Extreme Genetics and Brain Chemistry
Research seems to indicate that at least some compulsive risk takers do suffer from dopamine deficiencies, a 2008 study published in the Journal of Neuroscience presented evidence in support of this theory. Researchers from Vanderbilt University in Nashville and the Albert Einstein College of Medicine in New York City looked more closely at what was going on inside the brains of the sensation seekers participating in their study, and they discovered that people who love to take risks appear to be suffering from a deficiency of dopamine-inhibiting receptors in their brains.
It is speculated that people without the ability to regulate dopamine release properly may actually experience a more intense high while putting their life and health at risk, as their brains may become flooded with high concentrations of this pleasure-producing chemical. Even more so than alleviating possible dopamine shortages, it could be the exaggerated nature of this reaction that makes extreme sports so appealing to so many people.

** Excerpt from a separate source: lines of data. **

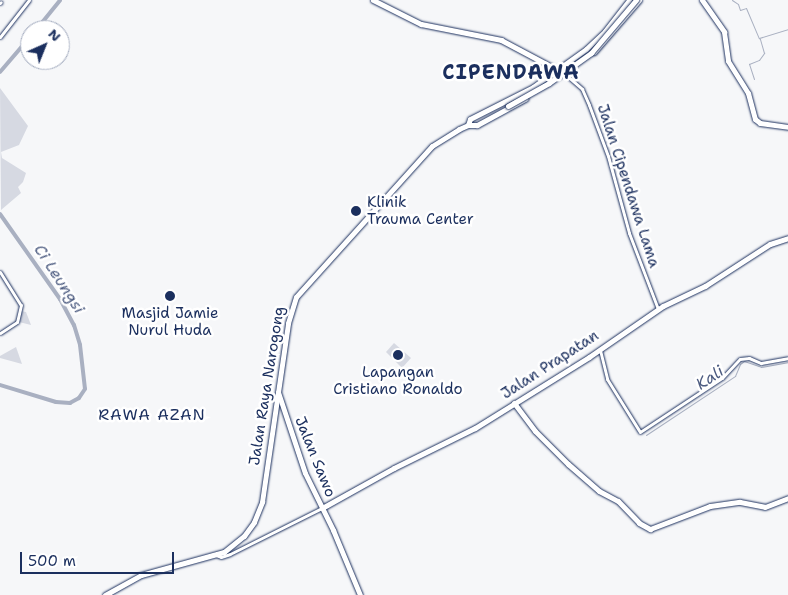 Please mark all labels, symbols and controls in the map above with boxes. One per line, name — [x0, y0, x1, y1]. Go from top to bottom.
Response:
north arrow — [20, 20, 70, 70]
text: N — [44, 25, 65, 45]
district label: CIPENDAWA — [441, 60, 581, 84]
street label: Jalan Cipendawa Lama — [593, 102, 663, 270]
place label: Klinik Trauma Center — [367, 193, 474, 228]
marker: Klinik Trauma Center — [349, 204, 363, 218]
water label: Ci Leungsi — [30, 241, 88, 317]
marker: Masjid Jamie Nurul Huda — [164, 290, 176, 302]
place label: Masjid Jamie Nurul Huda — [122, 304, 218, 339]
street label: Jalan Raya Narogong — [246, 305, 288, 467]
street label: Jalan Prapatan — [498, 327, 602, 403]
marker: Lapangan Cristiano Ronaldo — [392, 349, 404, 361]
water label: Kali — [692, 362, 728, 394]
place label: Lapangan Cristiano Ronaldo — [333, 363, 463, 398]
district label: RAWA AZAN — [97, 405, 207, 425]
street label: Jalan Sawo — [291, 414, 339, 500]
scale bar — [22, 542, 176, 574]
text: 500 m — [28, 551, 76, 571] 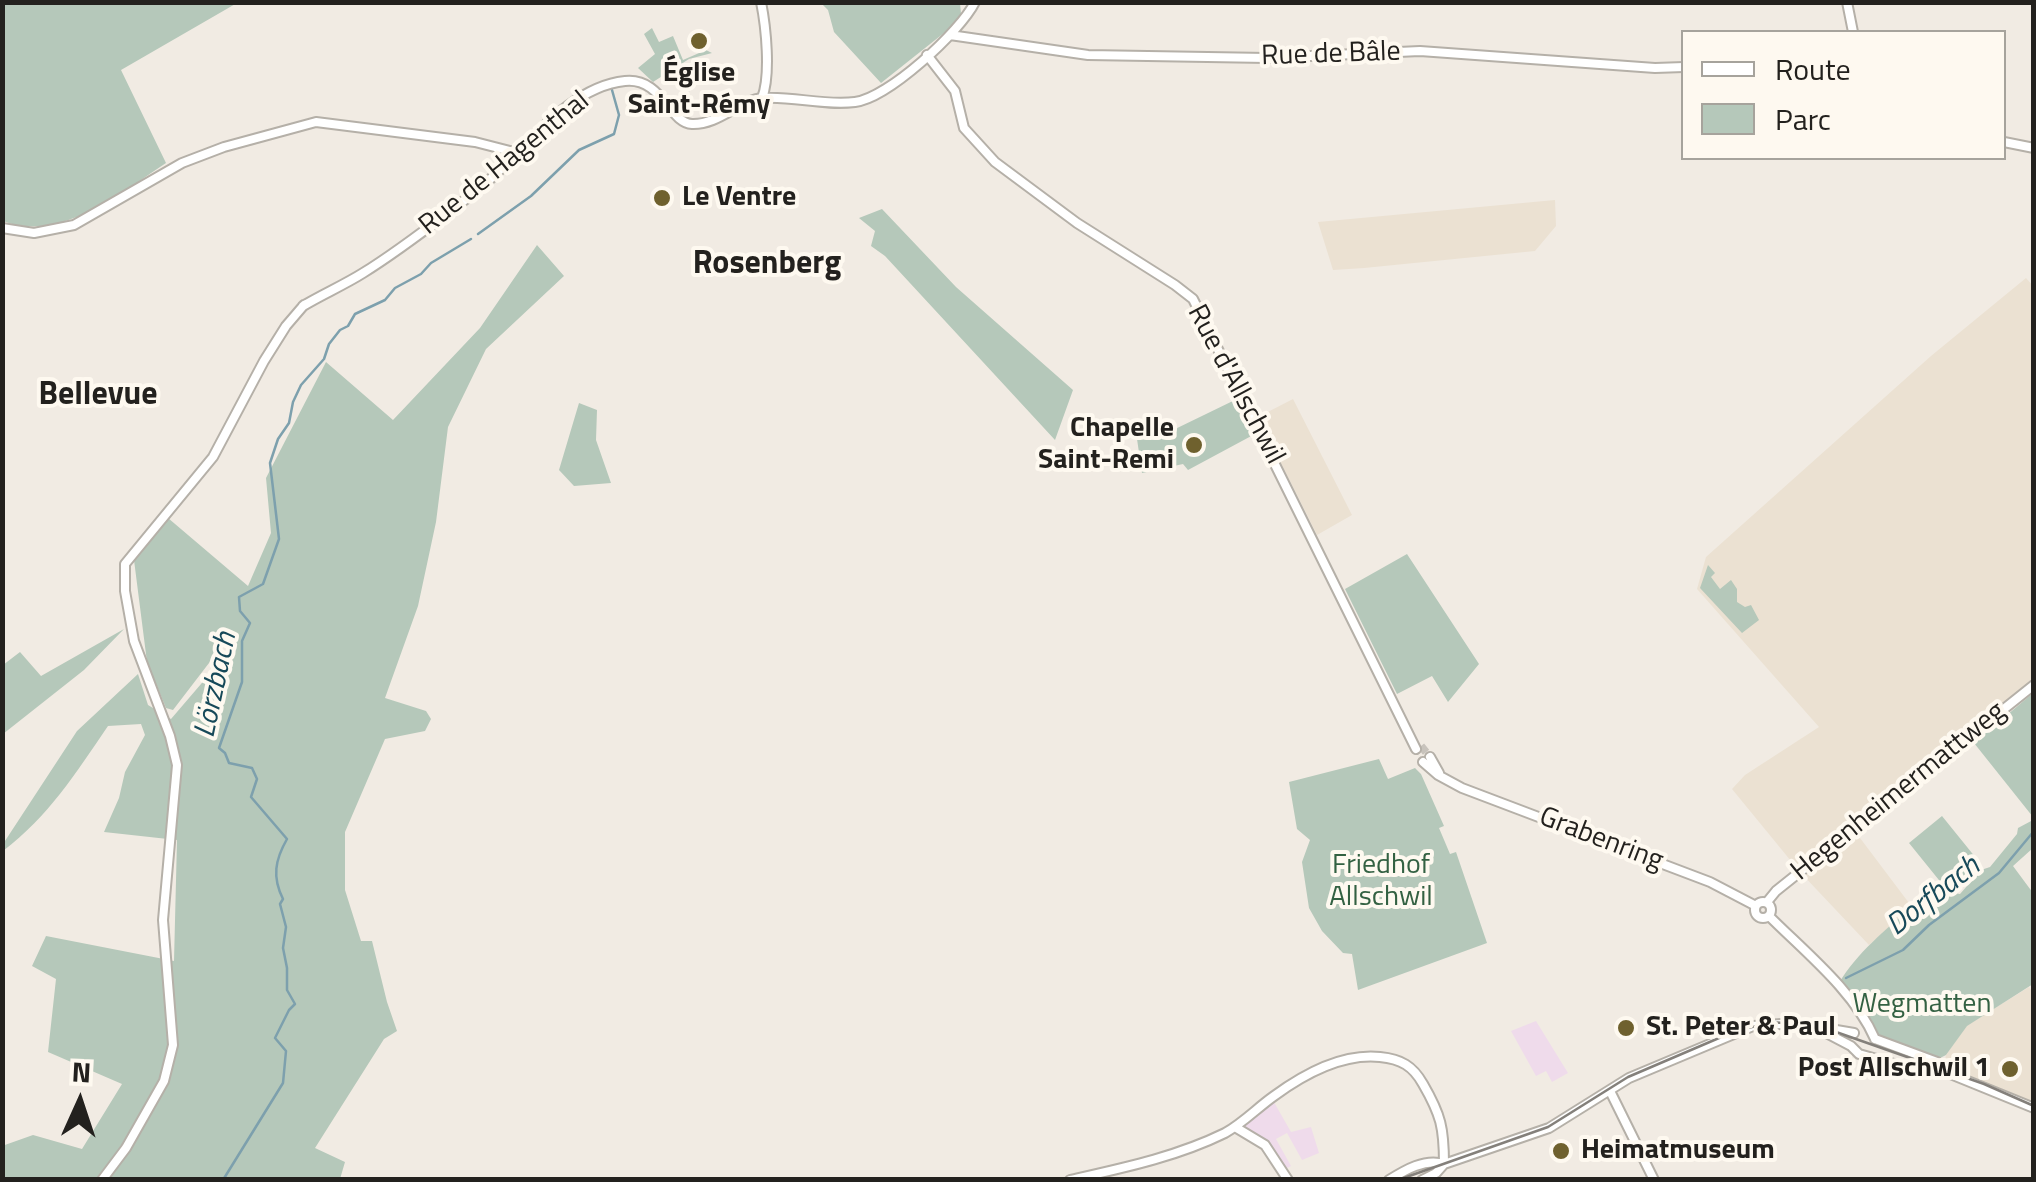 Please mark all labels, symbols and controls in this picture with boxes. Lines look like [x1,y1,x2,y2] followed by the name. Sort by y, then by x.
[688,30,710,52] marker: Église Saint-Rémy
[1681,30,2006,160] legend
[1261,36,1401,74] street label: Rue de Bâle
[1775,46,1851,92] text: Route
[628,57,770,123] place label: Église Saint-Rémy
[413,85,597,243] street label: Rue de Hagenthal
[1775,96,1831,142] text: Parc
[682,181,796,215] place label: Le Ventre
[651,187,673,209] marker: Le Ventre
[693,246,841,284] district label: Rosenberg
[1179,300,1291,470] street label: Rue d'Allschwil
[38,377,158,415] district label: Bellevue
[1038,412,1174,478] place label: Chapelle Saint-Remi
[1183,434,1205,456] marker: Chapelle Saint-Remi
[188,629,246,741] water label: Lörzbach
[1785,695,2013,889] street label: Hegenheimermattweg
[1534,801,1668,879] street label: Grabenring
[1329,849,1433,915] park label: Friedhof Allschwil
[1880,849,1988,945] water label: Dorfbach
[1852,988,1992,1022] park label: Wegmatten
[1646,1011,1836,1045] place label: St. Peter & Paul
[1615,1017,1637,1039] marker: St. Peter & Paul
[71,1050,92,1094] text: N
[30,1052,130,1152] north arrow
[1798,1052,1990,1086] place label: Post Allschwil 1
[1999,1058,2021,1080] marker: Post Allschwil 1
[1581,1134,1775,1168] place label: Heimatmuseum
[1550,1140,1572,1162] marker: Heimatmuseum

When Extreme Fun Turns to Addiction
Whether or not the risk is really worth the reward is a question each extreme sports enthusiast must answer for him or herself. But when interest gradually transforms into obsession, to the point that family and work responsibilities are being neglected, and financial problems are being incurred because so much money is being spent in support of an extreme sport hobby, these are strong indicators that calculated thrill seeking has changed into addiction.

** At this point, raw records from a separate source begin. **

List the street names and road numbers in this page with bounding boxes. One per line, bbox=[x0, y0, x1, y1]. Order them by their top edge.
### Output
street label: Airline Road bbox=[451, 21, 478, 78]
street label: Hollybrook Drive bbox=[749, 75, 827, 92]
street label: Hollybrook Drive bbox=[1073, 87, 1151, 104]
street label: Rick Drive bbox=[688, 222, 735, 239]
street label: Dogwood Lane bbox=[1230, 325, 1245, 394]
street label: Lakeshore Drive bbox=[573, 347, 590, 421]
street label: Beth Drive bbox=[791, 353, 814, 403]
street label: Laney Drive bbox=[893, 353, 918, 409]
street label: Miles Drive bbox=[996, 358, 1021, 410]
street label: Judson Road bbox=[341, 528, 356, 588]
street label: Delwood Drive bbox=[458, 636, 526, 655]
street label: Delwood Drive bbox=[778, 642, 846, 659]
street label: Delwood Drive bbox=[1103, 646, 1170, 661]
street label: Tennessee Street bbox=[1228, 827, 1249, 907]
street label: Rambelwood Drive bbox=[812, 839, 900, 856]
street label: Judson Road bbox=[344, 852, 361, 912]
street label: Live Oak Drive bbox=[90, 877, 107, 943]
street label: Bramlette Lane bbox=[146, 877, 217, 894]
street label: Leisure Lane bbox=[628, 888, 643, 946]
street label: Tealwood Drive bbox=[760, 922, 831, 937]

Wanting to do something and needing to do it are two different things entirely, and those who find themselves so consumed by a formerly pleasurable activity that it is adversely affecting other parts of their lives may need to seek professional help in order to get their behavior back under control. Addiction counselors or psychotherapists who specialize in obsessive-compulsive disorders will be able to help extreme sports addicts gain new insight into their personalities while showing them how to reorient their lives so that their hobbies are no longer the primary focus of their existence.

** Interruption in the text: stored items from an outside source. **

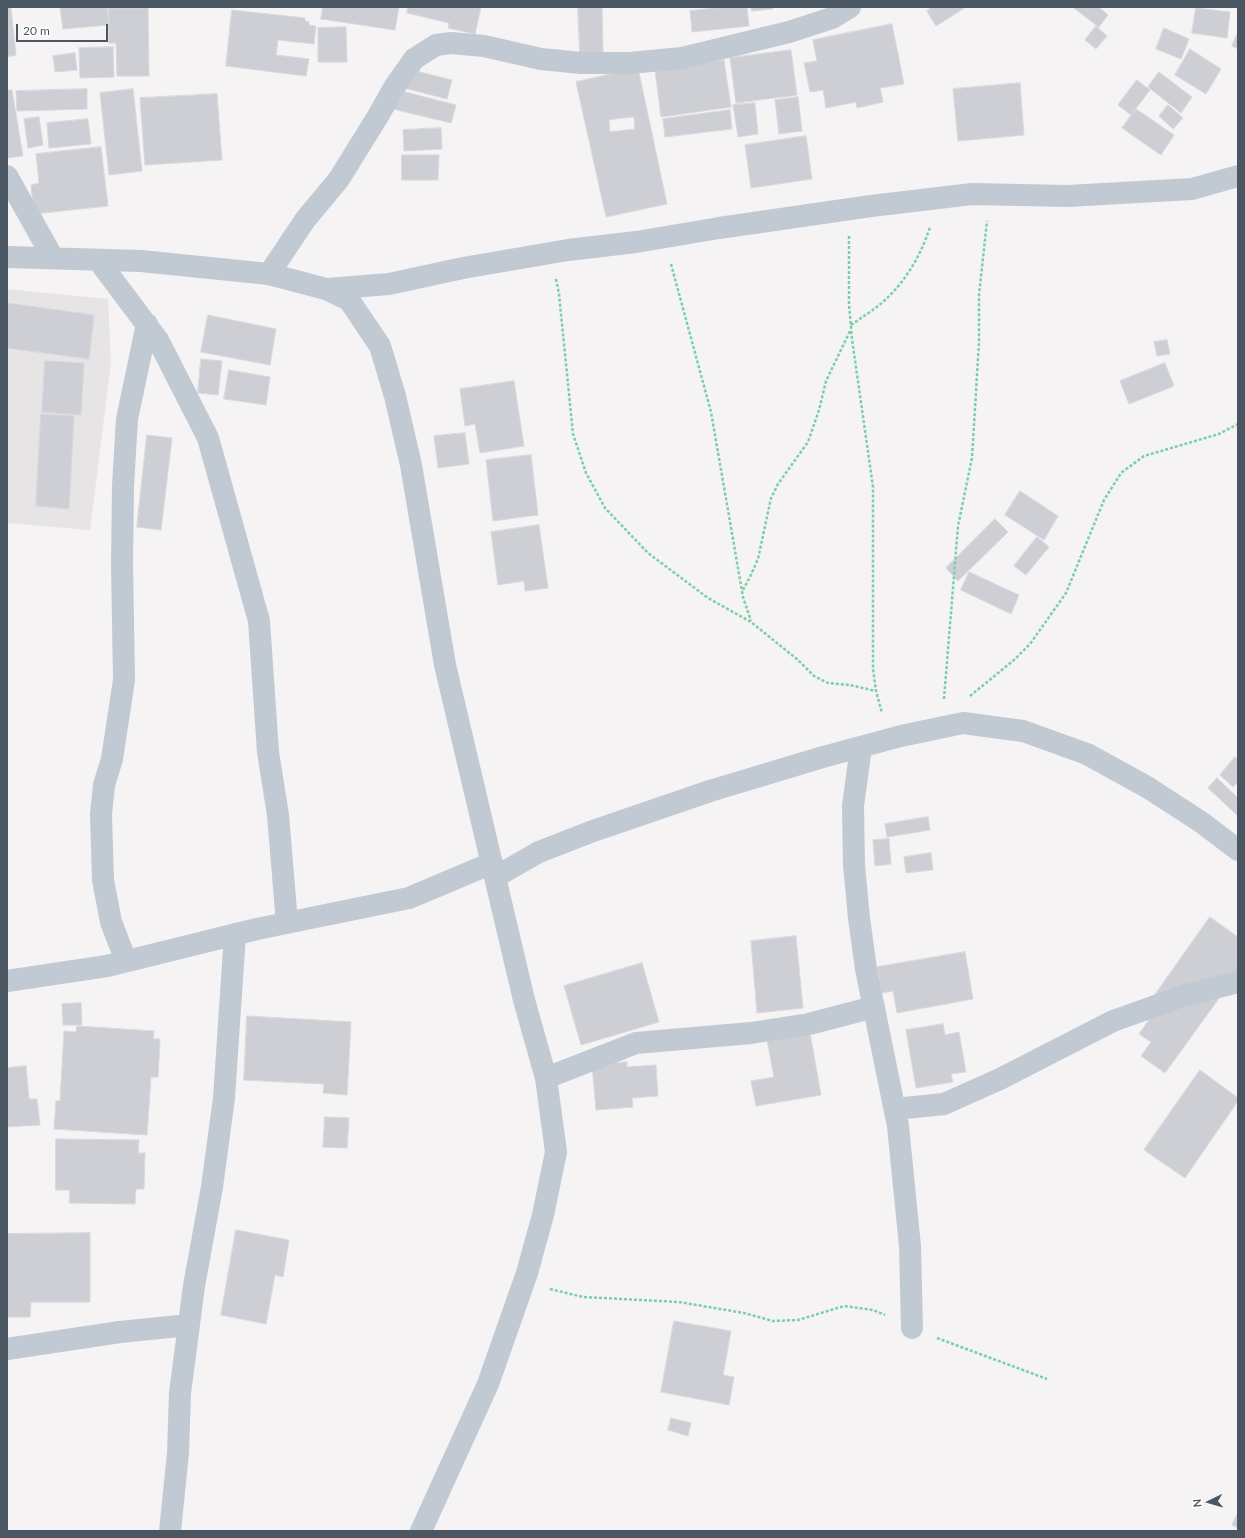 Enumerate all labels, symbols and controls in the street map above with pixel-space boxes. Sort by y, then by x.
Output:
scale bar [18,16,110,42]
text: 20 m [23,23,50,38]
north arrow [1189,1482,1229,1522]
text: N [1190,1498,1203,1508]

Like any other pleasurable pursuit, extreme sports can add spice and enjoyment to a person’s life. But if they become a source of obsession or addiction, they can also cause an enormous amount of physical and emotional damage and pain, for addicts and their loved ones alike. And if the extreme sports addict is driven to try more and more dangerous stunts in order to increase the intensity of the high, he or she may end up paying the ultimate price.